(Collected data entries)
_____

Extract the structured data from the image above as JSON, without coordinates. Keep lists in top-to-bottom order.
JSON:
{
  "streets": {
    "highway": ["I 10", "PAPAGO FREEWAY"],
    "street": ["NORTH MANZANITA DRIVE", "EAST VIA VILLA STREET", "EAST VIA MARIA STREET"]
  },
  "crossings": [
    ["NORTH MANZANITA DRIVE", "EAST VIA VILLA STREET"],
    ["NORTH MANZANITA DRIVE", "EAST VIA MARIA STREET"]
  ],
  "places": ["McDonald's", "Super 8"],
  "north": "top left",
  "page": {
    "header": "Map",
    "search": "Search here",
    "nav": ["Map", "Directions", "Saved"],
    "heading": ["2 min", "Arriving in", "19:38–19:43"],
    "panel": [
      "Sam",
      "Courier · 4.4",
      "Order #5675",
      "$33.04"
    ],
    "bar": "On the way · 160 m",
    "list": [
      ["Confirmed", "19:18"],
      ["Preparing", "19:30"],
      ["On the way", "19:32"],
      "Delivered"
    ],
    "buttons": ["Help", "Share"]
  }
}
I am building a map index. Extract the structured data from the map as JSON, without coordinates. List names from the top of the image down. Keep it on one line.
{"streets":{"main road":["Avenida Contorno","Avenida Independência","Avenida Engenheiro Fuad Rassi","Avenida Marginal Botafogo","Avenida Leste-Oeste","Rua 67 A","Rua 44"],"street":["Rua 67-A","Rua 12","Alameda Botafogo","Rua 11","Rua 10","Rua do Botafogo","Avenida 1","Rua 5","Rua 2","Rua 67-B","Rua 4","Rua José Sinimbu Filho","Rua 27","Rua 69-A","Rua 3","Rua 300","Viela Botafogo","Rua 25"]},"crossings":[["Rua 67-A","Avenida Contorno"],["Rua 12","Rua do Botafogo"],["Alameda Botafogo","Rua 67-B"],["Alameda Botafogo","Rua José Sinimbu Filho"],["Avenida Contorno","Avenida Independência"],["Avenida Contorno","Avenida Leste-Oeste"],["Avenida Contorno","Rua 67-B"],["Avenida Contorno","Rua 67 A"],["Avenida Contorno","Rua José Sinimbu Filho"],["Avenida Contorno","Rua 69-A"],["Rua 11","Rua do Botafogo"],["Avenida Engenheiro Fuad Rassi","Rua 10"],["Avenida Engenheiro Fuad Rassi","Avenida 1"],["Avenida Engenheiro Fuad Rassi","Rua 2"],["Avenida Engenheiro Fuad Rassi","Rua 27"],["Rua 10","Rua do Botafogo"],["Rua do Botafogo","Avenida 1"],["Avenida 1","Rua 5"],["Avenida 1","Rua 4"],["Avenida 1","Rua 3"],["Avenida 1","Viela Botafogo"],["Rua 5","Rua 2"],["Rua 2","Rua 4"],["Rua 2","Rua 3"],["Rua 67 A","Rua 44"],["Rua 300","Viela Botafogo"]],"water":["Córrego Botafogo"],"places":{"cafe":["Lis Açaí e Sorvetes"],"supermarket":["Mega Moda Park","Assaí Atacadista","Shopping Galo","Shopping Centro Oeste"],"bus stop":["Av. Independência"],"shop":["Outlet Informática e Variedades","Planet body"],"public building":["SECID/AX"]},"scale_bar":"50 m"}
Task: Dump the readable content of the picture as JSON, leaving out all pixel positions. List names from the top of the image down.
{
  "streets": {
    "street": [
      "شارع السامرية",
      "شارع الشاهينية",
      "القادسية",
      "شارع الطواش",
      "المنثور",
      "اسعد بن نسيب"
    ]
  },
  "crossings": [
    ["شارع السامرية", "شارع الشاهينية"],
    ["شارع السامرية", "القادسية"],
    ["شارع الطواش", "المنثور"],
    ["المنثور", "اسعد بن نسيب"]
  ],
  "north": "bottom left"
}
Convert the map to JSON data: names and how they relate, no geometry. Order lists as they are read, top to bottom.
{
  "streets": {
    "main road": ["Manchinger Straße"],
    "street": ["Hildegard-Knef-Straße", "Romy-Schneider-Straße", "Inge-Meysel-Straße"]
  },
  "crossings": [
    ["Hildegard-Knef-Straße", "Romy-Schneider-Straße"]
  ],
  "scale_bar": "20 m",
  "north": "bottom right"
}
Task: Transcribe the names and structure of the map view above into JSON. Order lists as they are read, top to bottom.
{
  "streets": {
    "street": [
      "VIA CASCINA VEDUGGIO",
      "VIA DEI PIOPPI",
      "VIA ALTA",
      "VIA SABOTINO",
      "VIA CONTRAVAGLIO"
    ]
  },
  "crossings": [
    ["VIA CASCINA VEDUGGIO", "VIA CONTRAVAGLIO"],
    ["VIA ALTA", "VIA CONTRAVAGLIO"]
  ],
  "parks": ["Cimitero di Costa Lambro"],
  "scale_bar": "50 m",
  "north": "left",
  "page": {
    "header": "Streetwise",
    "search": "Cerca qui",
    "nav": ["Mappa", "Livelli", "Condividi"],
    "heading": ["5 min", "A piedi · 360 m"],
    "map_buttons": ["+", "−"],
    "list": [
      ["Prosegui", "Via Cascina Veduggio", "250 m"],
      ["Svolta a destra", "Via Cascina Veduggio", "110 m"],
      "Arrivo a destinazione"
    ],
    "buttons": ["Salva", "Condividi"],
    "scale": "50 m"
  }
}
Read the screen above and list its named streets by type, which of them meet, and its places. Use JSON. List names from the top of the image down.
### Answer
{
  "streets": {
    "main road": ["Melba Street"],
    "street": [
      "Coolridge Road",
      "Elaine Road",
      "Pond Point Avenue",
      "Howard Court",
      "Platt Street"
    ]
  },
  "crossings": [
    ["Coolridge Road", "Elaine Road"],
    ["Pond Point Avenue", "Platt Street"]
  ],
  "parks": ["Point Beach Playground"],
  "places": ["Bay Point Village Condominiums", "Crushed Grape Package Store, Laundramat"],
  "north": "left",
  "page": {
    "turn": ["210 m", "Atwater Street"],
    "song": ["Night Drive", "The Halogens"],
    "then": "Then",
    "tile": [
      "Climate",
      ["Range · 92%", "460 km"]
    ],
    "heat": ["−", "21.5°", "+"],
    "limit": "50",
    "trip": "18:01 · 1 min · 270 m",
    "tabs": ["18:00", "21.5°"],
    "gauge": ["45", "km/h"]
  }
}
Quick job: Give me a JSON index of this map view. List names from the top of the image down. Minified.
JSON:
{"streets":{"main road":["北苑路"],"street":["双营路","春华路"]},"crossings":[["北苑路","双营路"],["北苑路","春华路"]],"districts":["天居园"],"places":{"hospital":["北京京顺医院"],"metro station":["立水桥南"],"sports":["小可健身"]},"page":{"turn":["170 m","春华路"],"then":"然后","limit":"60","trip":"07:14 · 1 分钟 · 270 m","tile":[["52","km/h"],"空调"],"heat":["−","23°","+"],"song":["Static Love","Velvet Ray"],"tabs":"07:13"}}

_____

Exercise directions:
Copy each line of the data above exactly as it appears.

Task result:
Extract the structured data from the image above as JSON, without coordinates. Keep lists in top-to-bottom order.
JSON:
{
  "streets": {
    "highway": ["I 10", "PAPAGO FREEWAY"],
    "street": ["NORTH MANZANITA DRIVE", "EAST VIA VILLA STREET", "EAST VIA MARIA STREET"]
  },
  "crossings": [
    ["NORTH MANZANITA DRIVE", "EAST VIA VILLA STREET"],
    ["NORTH MANZANITA DRIVE", "EAST VIA MARIA STREET"]
  ],
  "places": ["McDonald's", "Super 8"],
  "north": "top left",
  "page": {
    "header": "Map",
    "search": "Search here",
    "nav": ["Map", "Directions", "Saved"],
    "heading": ["2 min", "Arriving in", "19:38–19:43"],
    "panel": [
      "Sam",
      "Courier · 4.4",
      "Order #5675",
      "$33.04"
    ],
    "bar": "On the way · 160 m",
    "list": [
      ["Confirmed", "19:18"],
      ["Preparing", "19:30"],
      ["On the way", "19:32"],
      "Delivered"
    ],
    "buttons": ["Help", "Share"]
  }
}
I am building a map index. Extract the structured data from the map as JSON, without coordinates. List names from the top of the image down. Keep it on one line.
{"streets":{"main road":["Avenida Contorno","Avenida Independência","Avenida Engenheiro Fuad Rassi","Avenida Marginal Botafogo","Avenida Leste-Oeste","Rua 67 A","Rua 44"],"street":["Rua 67-A","Rua 12","Alameda Botafogo","Rua 11","Rua 10","Rua do Botafogo","Avenida 1","Rua 5","Rua 2","Rua 67-B","Rua 4","Rua José Sinimbu Filho","Rua 27","Rua 69-A","Rua 3","Rua 300","Viela Botafogo","Rua 25"]},"crossings":[["Rua 67-A","Avenida Contorno"],["Rua 12","Rua do Botafogo"],["Alameda Botafogo","Rua 67-B"],["Alameda Botafogo","Rua José Sinimbu Filho"],["Avenida Contorno","Avenida Independência"],["Avenida Contorno","Avenida Leste-Oeste"],["Avenida Contorno","Rua 67-B"],["Avenida Contorno","Rua 67 A"],["Avenida Contorno","Rua José Sinimbu Filho"],["Avenida Contorno","Rua 69-A"],["Rua 11","Rua do Botafogo"],["Avenida Engenheiro Fuad Rassi","Rua 10"],["Avenida Engenheiro Fuad Rassi","Avenida 1"],["Avenida Engenheiro Fuad Rassi","Rua 2"],["Avenida Engenheiro Fuad Rassi","Rua 27"],["Rua 10","Rua do Botafogo"],["Rua do Botafogo","Avenida 1"],["Avenida 1","Rua 5"],["Avenida 1","Rua 4"],["Avenida 1","Rua 3"],["Avenida 1","Viela Botafogo"],["Rua 5","Rua 2"],["Rua 2","Rua 4"],["Rua 2","Rua 3"],["Rua 67 A","Rua 44"],["Rua 300","Viela Botafogo"]],"water":["Córrego Botafogo"],"places":{"cafe":["Lis Açaí e Sorvetes"],"supermarket":["Mega Moda Park","Assaí Atacadista","Shopping Galo","Shopping Centro Oeste"],"bus stop":["Av. Independência"],"shop":["Outlet Informática e Variedades","Planet body"],"public building":["SECID/AX"]},"scale_bar":"50 m"}
Task: Dump the readable content of the picture as JSON, leaving out all pixel positions. List names from the top of the image down.
{
  "streets": {
    "street": [
      "شارع السامرية",
      "شارع الشاهينية",
      "القادسية",
      "شارع الطواش",
      "المنثور",
      "اسعد بن نسيب"
    ]
  },
  "crossings": [
    ["شارع السامرية", "شارع الشاهينية"],
    ["شارع السامرية", "القادسية"],
    ["شارع الطواش", "المنثور"],
    ["المنثور", "اسعد بن نسيب"]
  ],
  "north": "bottom left"
}
Convert the map to JSON data: names and how they relate, no geometry. Order lists as they are read, top to bottom.
{
  "streets": {
    "main road": ["Manchinger Straße"],
    "street": ["Hildegard-Knef-Straße", "Romy-Schneider-Straße", "Inge-Meysel-Straße"]
  },
  "crossings": [
    ["Hildegard-Knef-Straße", "Romy-Schneider-Straße"]
  ],
  "scale_bar": "20 m",
  "north": "bottom right"
}
Task: Transcribe the names and structure of the map view above into JSON. Order lists as they are read, top to bottom.
{
  "streets": {
    "street": [
      "VIA CASCINA VEDUGGIO",
      "VIA DEI PIOPPI",
      "VIA ALTA",
      "VIA SABOTINO",
      "VIA CONTRAVAGLIO"
    ]
  },
  "crossings": [
    ["VIA CASCINA VEDUGGIO", "VIA CONTRAVAGLIO"],
    ["VIA ALTA", "VIA CONTRAVAGLIO"]
  ],
  "parks": ["Cimitero di Costa Lambro"],
  "scale_bar": "50 m",
  "north": "left",
  "page": {
    "header": "Streetwise",
    "search": "Cerca qui",
    "nav": ["Mappa", "Livelli", "Condividi"],
    "heading": ["5 min", "A piedi · 360 m"],
    "map_buttons": ["+", "−"],
    "list": [
      ["Prosegui", "Via Cascina Veduggio", "250 m"],
      ["Svolta a destra", "Via Cascina Veduggio", "110 m"],
      "Arrivo a destinazione"
    ],
    "buttons": ["Salva", "Condividi"],
    "scale": "50 m"
  }
}
Read the screen above and list its named streets by type, which of them meet, and its places. Use JSON. List names from the top of the image down.
### Answer
{
  "streets": {
    "main road": ["Melba Street"],
    "street": [
      "Coolridge Road",
      "Elaine Road",
      "Pond Point Avenue",
      "Howard Court",
      "Platt Street"
    ]
  },
  "crossings": [
    ["Coolridge Road", "Elaine Road"],
    ["Pond Point Avenue", "Platt Street"]
  ],
  "parks": ["Point Beach Playground"],
  "places": ["Bay Point Village Condominiums", "Crushed Grape Package Store, Laundramat"],
  "north": "left",
  "page": {
    "turn": ["210 m", "Atwater Street"],
    "song": ["Night Drive", "The Halogens"],
    "then": "Then",
    "tile": [
      "Climate",
      ["Range · 92%", "460 km"]
    ],
    "heat": ["−", "21.5°", "+"],
    "limit": "50",
    "trip": "18:01 · 1 min · 270 m",
    "tabs": ["18:00", "21.5°"],
    "gauge": ["45", "km/h"]
  }
}
Quick job: Give me a JSON index of this map view. List names from the top of the image down. Minified.
JSON:
{"streets":{"main road":["北苑路"],"street":["双营路","春华路"]},"crossings":[["北苑路","双营路"],["北苑路","春华路"]],"districts":["天居园"],"places":{"hospital":["北京京顺医院"],"metro station":["立水桥南"],"sports":["小可健身"]},"page":{"turn":["170 m","春华路"],"then":"然后","limit":"60","trip":"07:14 · 1 分钟 · 270 m","tile":[["52","km/h"],"空调"],"heat":["−","23°","+"],"song":["Static Love","Velvet Ray"],"tabs":"07:13"}}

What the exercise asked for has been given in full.